Chapter 5 examines the issue of control between court and city. It "investigates how the interactive 'biographies' of intermediary individuals might be understood to have functioned within the web of discourse between court and city as negotiations of control between these larger collective narratives of world organisation" (305). Drawing on Yuri Lotman's concept of the semiosphere, Heitmann-Gordon explores court and polis "as semi-entangled systems of meaning in the contested narrative nexus." This chapter is short - the shortest of all in the book - but it provides illuminating discussions of the royal hetairoi and philoi, their agency between city and king, and the social function of the monstrous imagery often used to describe them, what Heitmann-Gordon neatly terms "a discourse of monstrosity and otherness."

Chapter 6 offers a study of Rhodian identity in terms of networks and network analysis, tracing societal responses to individual agency, most notably Demetrius Poliorcetes' siege of 305/4. Heitmann-Gordon begins by offering useful background on Rhodian colonisation, mythology, and identity, before examining the synoecism of 408/7 and Hecatomnid rule in the fourth century. He argues for a pan-Rhodian identity from the Archaic period onwards that contributed to later Rhodian contingency-control on an inter-polis level. Importantly, Heitmann-Gordon identifies Alexander's campaign as "the trigger that allowed for the unification of the Rhodian socio-political network and resulted in the self-confident inter-collective agency it exhibited in the late fourth and third century BC" (407-8). The main focus of the chapter is on two events. The discussion of the siege of 305/4 examines Rhodian and Antigonid contingency as well as the various networks of collective agency that each party could mobilise - in Rhodes' case on both macro (inter-state) and micro (intra-polis) levels. The discussion of the creation of the Colossus of Rhodes details how Rhodes turned the detritus of the Antigonid siege into a monument celebrating Rhodian glory. Heitmann-Gordon raises some astute points regarding the royal-connotations of the solar imagery, Doric descent claims (especially Heracles), claims to rule land and sea, and the reference of freedom detailed in the Colossus' dedicatory epigram - all barbed comments designed to undermine Antigonid royal propaganda and advertise the growth of Rhodian hegemony in the third century. The Colossus acted as "part of a larger mnemotype of spatially correlated Rhodian mytho-history...an amplifier and embodiment of the benevolent inter-state policy pursued by the Rhodian polity in the third century BC" (405-6).

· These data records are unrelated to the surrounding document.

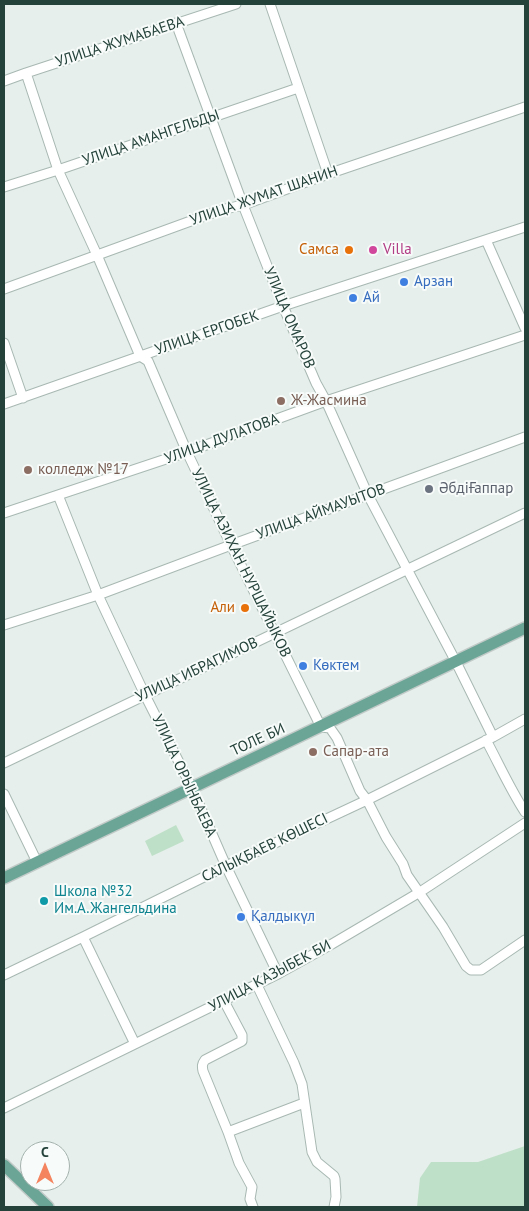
<!DOCTYPE html>
<meta charset="utf-8">
<style>
body{margin:0}
#map{position:relative;width:529px;height:1211px;overflow:hidden;background:#e6efeb;font-family:"PT Sans",sans-serif}
canvas{display:block}
.frame{position:absolute;inset:0;border:5px solid #24423a;pointer-events:none}
.north{position:absolute;left:20px;top:1141px;width:50px;height:50px;box-sizing:border-box;background:#f7fbf9;border:1px solid #a3b1ad;border-radius:50%;rotate:0deg;font-size:14px;font-weight:700;line-height:20px;text-align:center;color:#24423a}
.north::after{content:'';display:block;margin:auto;width:18px;height:22px;background:#f4845f;clip-path:polygon(50% 0,100% 100%,50% 72%,0 100%)}
</style>
<div id="map">
<canvas width="529" height="1211"></canvas>
<div class="frame"></div>
<div class="north">С</div>
</div>
<script>
const c = document.querySelector('canvas').getContext('2d');
c.lineJoin = 'round';
function paint(path, color) { c.fillStyle = color; c.fill(path, 'evenodd'); }
function strokePath(path, color, width, dash) { c.strokeStyle = color; c.lineWidth = width; c.lineCap = dash ? 'butt' : 'round'; c.setLineDash(dash || []); c.stroke(path); }
function write(font, color, halo, rows, align = 'center') {
  c.font = font + ' "PT Sans",sans-serif'; c.lineWidth = 4; c.setLineDash([]); c.textBaseline = 'middle'; c.strokeStyle = halo; c.fillStyle = color; for (const [text, x, y, turn = 0] of rows) {
    c.save(); c.translate(x, y); c.rotate((+turn || 0) * Math.PI / 180); c.textAlign = isNaN(turn) ? turn : align; if (halo) c.strokeText(text, 0, 0); c.fillText(text, 0, 0); c.restore();
  }
}
paint(new Path2D(`
 M176,825l8,16 -32,15 -7,-15z
 M525,1146v61h-108l3,-29 11,-16h47z`), '#bfe0c8');
const minor = new Path2D(`
 M270,4l58,170
 M176,23l67,182 40,101 33,77 10,18 42,94 88,167 37,75
 M26,73l32,97 39,85 43,101 8,5 39,91 44,93 90,182 9,1 7,10 23,53 7,9 19,37 17,27 4,11 36,52 23,39 5,4h10l44,-30
 M4,81l22,-8 210,-69
 M4,187l54,-17 240,-82
 M486,240l39,88
 M4,289l217,-79 22,-5 85,-31 197,-67
 M4,343l19,55
 M4,404l279,-98 242,-79
 M58,495l40,100 47,100 47,93 34,78 52,108
 M4,513l183,-61 139,-51 199,-66
 M4,625l94,-30 133,-50 294,-108
 M486,740c13,24 24,49 39,72
 M4,763l521,-250
 M4,794l33,68
 M83,937l52,107
 M4,975l79,-38 143,-71 141,-66 126,-63 32,-18
 M257,985l37,78 8,21 10,68 5,10 17,14 1,3 1,18 -2,10
 M224,1001l18,34v6l-37,19c-3,4 -3,6 -2,11l25,61 76,-29
 M4,1108l274,-134 54,-30 88,-52 105,-69
 M228,1132l11,31 13,24 -2,12 3,8`);
const major = new Path2D(`
 M4,878l521,-250
 M4,1165l44,42`);
strokePath(minor, '#a8b8b2', 11);
strokePath(major, '#c2cac8', 14);
strokePath(minor, '#fff', 9);
strokePath(major, '#6aa596', 11);
for (const [x, y, r, color] of [
 [349,250,5,"#e8710a"],
 [373,250,5,"#d1479c"],
 [404,282,5,"#3f7fe0"],
 [353,298,5,"#3f7fe0"],
 [281,401,5,"#8d6e63"],
 [28,470,5,"#8d6e63"],
 [429,489,5,"#6b7280"],
 [245,608,5,"#e8710a"],
 [303,666,5,"#3f7fe0"],
 [313,752,5,"#8d6e63"],
 [44,901,5,"#0f9aa8"],
 [241,917,5,"#3f7fe0"]
]) { const dot = new Path2D(); dot.arc(x, y, r, 0, 2 * Math.PI); c.fillStyle = color; c.fill(dot); strokePath(dot, '#f7fbf9', 2); }
write('15px', '#24423a', '#f7fbf9', [
 ["УЛИЦА ЖУМАБАЕВА",120,42,-18],
 ["УЛИЦА АМАНГЕЛЬДЫ",151,138,-19],
 ["УЛИЦА ЖУМАТ ШАНИН",264,196,-19],
 ["УЛИЦА ОМАРОВ",289,318,67],
 ["УЛИЦА ЕРГОБЕК",207,333,-19],
 ["УЛИЦА ДУЛАТОВА",222,439,-20],
 ["УЛИЦА АЙМАУЫТОВ",321,512,-20],
 ["УЛИЦА АЗИХАН НУРШАЙЫКОВ",241,563,64],
 ["УЛИЦА ИБРАГИМОВ",197,670,-25],
 ["ТОЛЕ БИ",258,740,-25],
 ["УЛИЦА ОРЫНБАЕВА",184,776,65],
 ["САЛЫҚБАЕВ КӨШЕСІ",265,848,-26],
 ["УЛИЦА КАЗЫБЕК БИ",270,976,-28]
]);
write('15px', '#c56008', '#f7fbf9', [
 ["Самса",339,250],
 ["Али",235,608]
], 'right');
write('15px', '#b23c85', '#f7fbf9', [
 ["Villa",383,250]
], 'left');
write('15px', '#366cbe', '#f7fbf9', [
 ["Арзан",414,282],
 ["Ай",363,298],
 ["Көктем",313,666],
 ["Қалдыкүл",251,917]
], 'left');
write('15px', '#785e54', '#f7fbf9', [
 ["Ж-Жасмина",291,401],
 ["колледж №17",38,470],
 ["Сапар-ата",323,752]
], 'left');
write('15px', '#5b616d', '#f7fbf9', [
 ["ӘбдіҒаппар",439,489]
], 'left');
write('15px', '#0d838f', '#f7fbf9', [
 ["Школа №32",54,892],
 ["Им.А.Жангельдина",54,909]
], 'left');
</script>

The volume is rounded off with a useful appendix on terminology, a full bibliography, and a solid though somewhat sparse index. It is very well-written and produced with very few errors, either typos or formatting. Overall, this is a strong and insightful addition to the bibliography on early Hellenistic history. Heitmann-Gordon's chapter selection is somewhat surprising initially, but the diversity of topics allows him to craft a genuinely interesting and illuminating analysis of the development of the early Hellenistic period through the prism of network theory. And while I found the language difficult at times - ideas and arguments could often have been explained more clearly in a more straight-forward manner - I would recommend it to scholars of early Hellenistic history as an original and thought-provoking contribution to our understanding of this period.